[[ PROVIDED RECORDS, beginning ]]

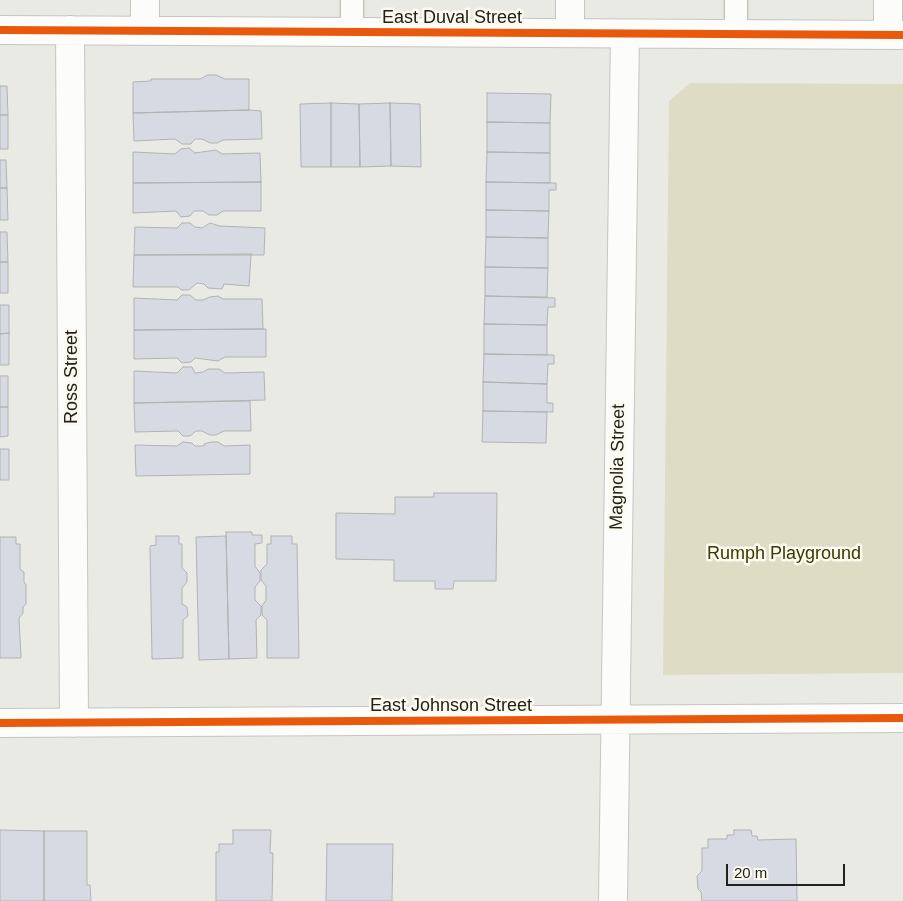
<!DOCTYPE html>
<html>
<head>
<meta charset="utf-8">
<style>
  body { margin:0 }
  #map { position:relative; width:903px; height:901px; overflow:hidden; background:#eaeae4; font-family:Helvetica,sans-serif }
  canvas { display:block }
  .scale { position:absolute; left:726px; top:864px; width:119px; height:22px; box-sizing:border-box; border:2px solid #22211d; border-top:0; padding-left:6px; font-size:15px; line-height:18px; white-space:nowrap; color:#22211d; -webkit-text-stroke:4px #fbfaed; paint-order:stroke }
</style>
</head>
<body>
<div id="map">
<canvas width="903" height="901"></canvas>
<div class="scale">20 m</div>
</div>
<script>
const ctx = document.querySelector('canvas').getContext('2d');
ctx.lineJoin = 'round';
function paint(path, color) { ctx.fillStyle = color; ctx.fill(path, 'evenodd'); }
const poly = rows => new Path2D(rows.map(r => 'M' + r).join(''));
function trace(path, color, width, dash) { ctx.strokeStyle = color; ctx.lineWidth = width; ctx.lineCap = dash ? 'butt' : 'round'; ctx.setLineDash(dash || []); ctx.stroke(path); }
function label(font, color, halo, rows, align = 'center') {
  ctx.font = font + ' Helvetica,sans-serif'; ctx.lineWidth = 5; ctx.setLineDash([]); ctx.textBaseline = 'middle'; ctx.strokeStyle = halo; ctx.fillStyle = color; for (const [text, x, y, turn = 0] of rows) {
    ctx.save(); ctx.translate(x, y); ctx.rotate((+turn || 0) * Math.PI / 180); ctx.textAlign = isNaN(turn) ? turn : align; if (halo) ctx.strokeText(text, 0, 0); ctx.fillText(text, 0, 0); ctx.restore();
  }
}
paint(poly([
  [690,83,903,84,903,673,663,675,669,101]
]), '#dedcc4');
const building = poly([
  [208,75,216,75,225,79,249,79,249,110,133,113,133,82,151,81,151,79,200,79,208,75],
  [0,86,7,86,8,115,0,115,0,86],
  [487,93,551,94,550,123,487,122,487,93],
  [331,103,331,167,301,167,300,104,331,103],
  [331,103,359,104,360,167,331,167,331,103],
  [390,103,420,104,421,167,391,166,390,103],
  [390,103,391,166,360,167,359,104,390,103],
  [249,110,261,111,262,139,223,140,217,143,210,143,202,139,195,139,191,144,182,144,175,139,134,141,133,113,249,110],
  [0,115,8,115,8,149,0,149,0,115],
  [487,122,550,123,550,153,487,152,487,122],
  [189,148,195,153,216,150,222,154,260,153,261,182,133,183,133,152,175,154,181,149,189,148],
  [487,152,550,153,550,183,486,182,487,152],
  [0,160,6,160,7,188,0,188,0,160],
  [261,182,261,211,223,211,217,215,209,215,203,211,194,211,190,216,181,217,176,211,133,213,133,183,261,182],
  [486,182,556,183,556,190,549,190,549,211,486,210,486,182],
  [0,188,7,188,8,220,0,220,0,188],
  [486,210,549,211,548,238,486,237,486,210],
  [182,223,190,223,195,227,202,228,210,223,220,226,265,228,264,255,134,255,135,227,177,228,182,223],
  [0,232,7,232,8,262,0,262,0,232],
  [486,237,548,238,548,268,485,267,486,237],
  [251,254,249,286,224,284,222,289,208,288,204,284,197,283,189,290,181,290,178,287,133,287,134,255,251,254],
  [0,262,8,262,8,293,0,293,0,262],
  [485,267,548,268,547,297,485,296,485,267],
  [182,295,190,295,196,300,203,300,210,297,218,296,223,299,262,299,263,329,134,330,134,298,177,300,182,295],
  [485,296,555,298,555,307,548,307,547,325,484,324,485,296],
  [0,305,9,305,9,333,0,334,0,305],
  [484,324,547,325,547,355,484,354,484,324],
  [263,329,266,329,266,357,225,357,218,361,195,358,191,362,182,363,177,358,134,359,134,330,263,329],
  [9,333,9,365,0,365,0,334,9,333],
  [484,354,554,355,554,364,548,364,547,384,483,382,484,354],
  [183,367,192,367,195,373,203,372,208,369,219,369,225,373,264,372,265,400,134,403,134,371,177,373,183,367],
  [0,376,8,376,8,407,0,407,0,376],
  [483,382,547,384,547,403,553,403,553,412,483,411,483,382],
  [250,401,251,431,224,431,216,435,210,435,202,431,196,431,190,436,183,436,178,431,135,432,134,403,250,401],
  [0,407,8,407,8,436,0,437,0,407],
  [483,411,547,412,546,443,482,442,483,411],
  [183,442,192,443,195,446,204,446,204,444,211,442,218,442,224,446,250,445,250,474,136,476,135,445,177,446,183,442],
  [0,449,9,449,9,480,0,480,0,449],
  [434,493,497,493,496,581,454,581,453,589,435,589,435,581,394,581,394,560,336,559,336,513,395,514,395,497,434,497,434,493],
  [226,532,252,532,252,535,262,535,262,543,255,544,255,566,260,573,260,581,255,587,255,600,261,606,261,615,256,620,257,658,229,659,226,532],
  [156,536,179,536,179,544,182,544,182,568,187,573,187,582,182,588,182,604,187,607,188,616,183,620,183,658,152,659,150,546,156,545,156,536],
  [226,536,229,659,199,660,196,537,226,536],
  [271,536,292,536,292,544,297,544,299,658,267,658,267,620,262,615,262,606,266,600,266,586,261,580,261,570,267,564,267,544,271,544,271,536],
  [0,537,16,537,16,544,20,544,20,569,24,572,24,582,26,585,26,604,23,607,23,613,19,618,21,658,0,658,0,537],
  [0,830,44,831,44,901,0,901,0,830],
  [233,830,271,830,270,853,273,853,272,901,216,901,216,852,219,852,219,844,233,844,233,830],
  [734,830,751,830,752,836,757,836,758,840,796,839,797,901,702,901,701,892,698,889,697,876,702,871,702,848,708,848,708,839,727,839,727,835,734,835,734,830],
  [44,831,87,831,87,885,90,885,91,901,44,901,44,831],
  [327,844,393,844,392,901,326,901,327,844]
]);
paint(building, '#d7dae2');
trace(building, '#b1b2b1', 1);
const service = poly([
  [352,0,352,32],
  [736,34,736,0]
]);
const minor = poly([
  [145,0,145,31],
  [570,0,570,33],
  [0,30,903,35],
  [70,30,74,723],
  [888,35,888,0],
  [0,723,903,718],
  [613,901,625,34]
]);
trace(service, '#c6c6c1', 25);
trace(minor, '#c6c6c1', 30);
trace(service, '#fcfcfb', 22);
trace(minor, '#fcfcfb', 28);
trace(poly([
  [0,30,903,35],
  [0,723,903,718]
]), '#e8590c', 8);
label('18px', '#22211d', '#fbfaed', [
  ["East Duval Street",452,18],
  ["Ross Street",72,377,-90],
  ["Magnolia Street",618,467,-89],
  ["East Johnson Street",451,706]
]);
label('18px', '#3d3704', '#fbfaed', [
  ["Rumph Playground",784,554]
]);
</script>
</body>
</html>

[[ PROVIDED RECORDS, end ]]

Across the listing, tally every line that includes the word "function" and supply the total alone.

> **ANSWER TO THIS PROBLEM**
3